* [DATA RECORDS]:
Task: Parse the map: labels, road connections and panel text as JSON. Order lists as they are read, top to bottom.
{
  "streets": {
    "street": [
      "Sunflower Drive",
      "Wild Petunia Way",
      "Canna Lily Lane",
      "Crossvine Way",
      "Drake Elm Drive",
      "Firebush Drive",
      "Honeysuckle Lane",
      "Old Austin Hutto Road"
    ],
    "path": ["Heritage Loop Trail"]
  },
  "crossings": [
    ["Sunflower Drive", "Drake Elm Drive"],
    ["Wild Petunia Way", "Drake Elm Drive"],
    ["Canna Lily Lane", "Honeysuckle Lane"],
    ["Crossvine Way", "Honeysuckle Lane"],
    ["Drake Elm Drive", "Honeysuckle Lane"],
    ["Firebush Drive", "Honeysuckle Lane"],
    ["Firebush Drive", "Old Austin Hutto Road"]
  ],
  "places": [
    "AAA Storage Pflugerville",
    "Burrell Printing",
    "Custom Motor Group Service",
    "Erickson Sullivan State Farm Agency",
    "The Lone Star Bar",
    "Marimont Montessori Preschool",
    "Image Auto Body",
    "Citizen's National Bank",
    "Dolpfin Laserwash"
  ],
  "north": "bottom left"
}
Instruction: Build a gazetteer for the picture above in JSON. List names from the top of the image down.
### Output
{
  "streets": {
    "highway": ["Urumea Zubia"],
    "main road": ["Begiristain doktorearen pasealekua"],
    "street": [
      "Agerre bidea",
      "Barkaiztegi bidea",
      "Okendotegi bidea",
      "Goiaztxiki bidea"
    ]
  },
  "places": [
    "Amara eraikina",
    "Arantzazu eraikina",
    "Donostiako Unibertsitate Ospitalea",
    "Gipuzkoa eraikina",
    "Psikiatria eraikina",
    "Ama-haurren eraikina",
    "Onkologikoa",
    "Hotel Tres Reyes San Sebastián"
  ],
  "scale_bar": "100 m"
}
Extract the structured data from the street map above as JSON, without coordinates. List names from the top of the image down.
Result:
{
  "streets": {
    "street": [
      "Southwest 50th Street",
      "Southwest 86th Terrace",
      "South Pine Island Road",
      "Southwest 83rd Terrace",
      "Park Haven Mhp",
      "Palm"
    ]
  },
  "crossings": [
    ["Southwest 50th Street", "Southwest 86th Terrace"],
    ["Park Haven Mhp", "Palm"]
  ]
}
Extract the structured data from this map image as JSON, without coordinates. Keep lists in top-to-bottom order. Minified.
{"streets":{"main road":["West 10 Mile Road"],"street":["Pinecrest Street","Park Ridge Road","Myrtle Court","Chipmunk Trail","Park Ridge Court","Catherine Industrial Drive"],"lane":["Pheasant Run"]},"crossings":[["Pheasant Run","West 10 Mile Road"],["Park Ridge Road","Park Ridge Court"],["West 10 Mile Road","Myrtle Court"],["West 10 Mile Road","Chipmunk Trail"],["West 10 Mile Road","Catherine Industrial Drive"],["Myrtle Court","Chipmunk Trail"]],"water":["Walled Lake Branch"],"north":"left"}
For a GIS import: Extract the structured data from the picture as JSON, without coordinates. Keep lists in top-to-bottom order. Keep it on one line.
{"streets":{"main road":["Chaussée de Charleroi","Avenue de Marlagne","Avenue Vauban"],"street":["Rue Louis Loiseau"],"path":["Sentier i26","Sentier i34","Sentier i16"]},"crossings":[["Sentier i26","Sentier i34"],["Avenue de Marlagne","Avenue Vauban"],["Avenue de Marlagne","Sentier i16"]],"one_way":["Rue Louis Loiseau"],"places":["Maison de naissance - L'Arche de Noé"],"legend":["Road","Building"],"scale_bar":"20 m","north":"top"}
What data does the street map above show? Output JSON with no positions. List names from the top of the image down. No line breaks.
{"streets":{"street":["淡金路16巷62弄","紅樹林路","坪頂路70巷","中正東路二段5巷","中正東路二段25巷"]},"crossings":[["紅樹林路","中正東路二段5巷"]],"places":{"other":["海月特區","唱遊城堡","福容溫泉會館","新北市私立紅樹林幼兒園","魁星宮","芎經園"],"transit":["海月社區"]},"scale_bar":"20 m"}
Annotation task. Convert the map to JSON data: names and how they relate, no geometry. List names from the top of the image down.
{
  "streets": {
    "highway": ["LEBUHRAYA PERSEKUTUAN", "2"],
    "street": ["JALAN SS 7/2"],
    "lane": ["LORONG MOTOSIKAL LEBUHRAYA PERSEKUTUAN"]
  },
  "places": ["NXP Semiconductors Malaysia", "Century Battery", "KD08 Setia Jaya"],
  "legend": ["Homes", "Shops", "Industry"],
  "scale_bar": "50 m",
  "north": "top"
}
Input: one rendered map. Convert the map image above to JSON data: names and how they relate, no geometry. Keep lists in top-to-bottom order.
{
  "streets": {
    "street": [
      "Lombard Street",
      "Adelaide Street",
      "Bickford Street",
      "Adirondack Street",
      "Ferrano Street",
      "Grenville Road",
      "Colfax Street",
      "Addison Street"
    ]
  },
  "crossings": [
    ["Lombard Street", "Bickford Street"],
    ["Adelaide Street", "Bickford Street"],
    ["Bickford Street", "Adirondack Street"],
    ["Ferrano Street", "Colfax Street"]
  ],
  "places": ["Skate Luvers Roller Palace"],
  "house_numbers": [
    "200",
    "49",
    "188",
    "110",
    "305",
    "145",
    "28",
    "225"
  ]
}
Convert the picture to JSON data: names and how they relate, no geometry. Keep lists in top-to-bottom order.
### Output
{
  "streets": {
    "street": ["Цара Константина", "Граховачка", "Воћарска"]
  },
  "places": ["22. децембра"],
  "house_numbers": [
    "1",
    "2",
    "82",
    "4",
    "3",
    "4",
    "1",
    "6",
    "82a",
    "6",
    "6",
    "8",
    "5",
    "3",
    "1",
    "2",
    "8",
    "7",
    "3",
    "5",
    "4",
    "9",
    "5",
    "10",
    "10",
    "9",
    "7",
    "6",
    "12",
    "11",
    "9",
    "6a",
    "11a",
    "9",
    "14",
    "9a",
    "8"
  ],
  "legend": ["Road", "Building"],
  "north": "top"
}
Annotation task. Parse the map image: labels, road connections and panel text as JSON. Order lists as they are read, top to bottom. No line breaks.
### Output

* [EXERCISE INSTRUCTIONS]:
Return the material above unaltered. Include every line.

* [REPLY TO THE TASK]:
Task: Parse the map: labels, road connections and panel text as JSON. Order lists as they are read, top to bottom.
{
  "streets": {
    "street": [
      "Sunflower Drive",
      "Wild Petunia Way",
      "Canna Lily Lane",
      "Crossvine Way",
      "Drake Elm Drive",
      "Firebush Drive",
      "Honeysuckle Lane",
      "Old Austin Hutto Road"
    ],
    "path": ["Heritage Loop Trail"]
  },
  "crossings": [
    ["Sunflower Drive", "Drake Elm Drive"],
    ["Wild Petunia Way", "Drake Elm Drive"],
    ["Canna Lily Lane", "Honeysuckle Lane"],
    ["Crossvine Way", "Honeysuckle Lane"],
    ["Drake Elm Drive", "Honeysuckle Lane"],
    ["Firebush Drive", "Honeysuckle Lane"],
    ["Firebush Drive", "Old Austin Hutto Road"]
  ],
  "places": [
    "AAA Storage Pflugerville",
    "Burrell Printing",
    "Custom Motor Group Service",
    "Erickson Sullivan State Farm Agency",
    "The Lone Star Bar",
    "Marimont Montessori Preschool",
    "Image Auto Body",
    "Citizen's National Bank",
    "Dolpfin Laserwash"
  ],
  "north": "bottom left"
}
Instruction: Build a gazetteer for the picture above in JSON. List names from the top of the image down.
### Output
{
  "streets": {
    "highway": ["Urumea Zubia"],
    "main road": ["Begiristain doktorearen pasealekua"],
    "street": [
      "Agerre bidea",
      "Barkaiztegi bidea",
      "Okendotegi bidea",
      "Goiaztxiki bidea"
    ]
  },
  "places": [
    "Amara eraikina",
    "Arantzazu eraikina",
    "Donostiako Unibertsitate Ospitalea",
    "Gipuzkoa eraikina",
    "Psikiatria eraikina",
    "Ama-haurren eraikina",
    "Onkologikoa",
    "Hotel Tres Reyes San Sebastián"
  ],
  "scale_bar": "100 m"
}
Extract the structured data from the street map above as JSON, without coordinates. List names from the top of the image down.
Result:
{
  "streets": {
    "street": [
      "Southwest 50th Street",
      "Southwest 86th Terrace",
      "South Pine Island Road",
      "Southwest 83rd Terrace",
      "Park Haven Mhp",
      "Palm"
    ]
  },
  "crossings": [
    ["Southwest 50th Street", "Southwest 86th Terrace"],
    ["Park Haven Mhp", "Palm"]
  ]
}
Extract the structured data from this map image as JSON, without coordinates. Keep lists in top-to-bottom order. Minified.
{"streets":{"main road":["West 10 Mile Road"],"street":["Pinecrest Street","Park Ridge Road","Myrtle Court","Chipmunk Trail","Park Ridge Court","Catherine Industrial Drive"],"lane":["Pheasant Run"]},"crossings":[["Pheasant Run","West 10 Mile Road"],["Park Ridge Road","Park Ridge Court"],["West 10 Mile Road","Myrtle Court"],["West 10 Mile Road","Chipmunk Trail"],["West 10 Mile Road","Catherine Industrial Drive"],["Myrtle Court","Chipmunk Trail"]],"water":["Walled Lake Branch"],"north":"left"}
For a GIS import: Extract the structured data from the picture as JSON, without coordinates. Keep lists in top-to-bottom order. Keep it on one line.
{"streets":{"main road":["Chaussée de Charleroi","Avenue de Marlagne","Avenue Vauban"],"street":["Rue Louis Loiseau"],"path":["Sentier i26","Sentier i34","Sentier i16"]},"crossings":[["Sentier i26","Sentier i34"],["Avenue de Marlagne","Avenue Vauban"],["Avenue de Marlagne","Sentier i16"]],"one_way":["Rue Louis Loiseau"],"places":["Maison de naissance - L'Arche de Noé"],"legend":["Road","Building"],"scale_bar":"20 m","north":"top"}
What data does the street map above show? Output JSON with no positions. List names from the top of the image down. No line breaks.
{"streets":{"street":["淡金路16巷62弄","紅樹林路","坪頂路70巷","中正東路二段5巷","中正東路二段25巷"]},"crossings":[["紅樹林路","中正東路二段5巷"]],"places":{"other":["海月特區","唱遊城堡","福容溫泉會館","新北市私立紅樹林幼兒園","魁星宮","芎經園"],"transit":["海月社區"]},"scale_bar":"20 m"}
Annotation task. Convert the map to JSON data: names and how they relate, no geometry. List names from the top of the image down.
{
  "streets": {
    "highway": ["LEBUHRAYA PERSEKUTUAN", "2"],
    "street": ["JALAN SS 7/2"],
    "lane": ["LORONG MOTOSIKAL LEBUHRAYA PERSEKUTUAN"]
  },
  "places": ["NXP Semiconductors Malaysia", "Century Battery", "KD08 Setia Jaya"],
  "legend": ["Homes", "Shops", "Industry"],
  "scale_bar": "50 m",
  "north": "top"
}
Input: one rendered map. Convert the map image above to JSON data: names and how they relate, no geometry. Keep lists in top-to-bottom order.
{
  "streets": {
    "street": [
      "Lombard Street",
      "Adelaide Street",
      "Bickford Street",
      "Adirondack Street",
      "Ferrano Street",
      "Grenville Road",
      "Colfax Street",
      "Addison Street"
    ]
  },
  "crossings": [
    ["Lombard Street", "Bickford Street"],
    ["Adelaide Street", "Bickford Street"],
    ["Bickford Street", "Adirondack Street"],
    ["Ferrano Street", "Colfax Street"]
  ],
  "places": ["Skate Luvers Roller Palace"],
  "house_numbers": [
    "200",
    "49",
    "188",
    "110",
    "305",
    "145",
    "28",
    "225"
  ]
}
Convert the picture to JSON data: names and how they relate, no geometry. Keep lists in top-to-bottom order.
### Output
{
  "streets": {
    "street": ["Цара Константина", "Граховачка", "Воћарска"]
  },
  "places": ["22. децембра"],
  "house_numbers": [
    "1",
    "2",
    "82",
    "4",
    "3",
    "4",
    "1",
    "6",
    "82a",
    "6",
    "6",
    "8",
    "5",
    "3",
    "1",
    "2",
    "8",
    "7",
    "3",
    "5",
    "4",
    "9",
    "5",
    "10",
    "10",
    "9",
    "7",
    "6",
    "12",
    "11",
    "9",
    "6a",
    "11a",
    "9",
    "14",
    "9a",
    "8"
  ],
  "legend": ["Road", "Building"],
  "north": "top"
}
Annotation task. Parse the map image: labels, road connections and panel text as JSON. Order lists as they are read, top to bottom. No line breaks.
### Output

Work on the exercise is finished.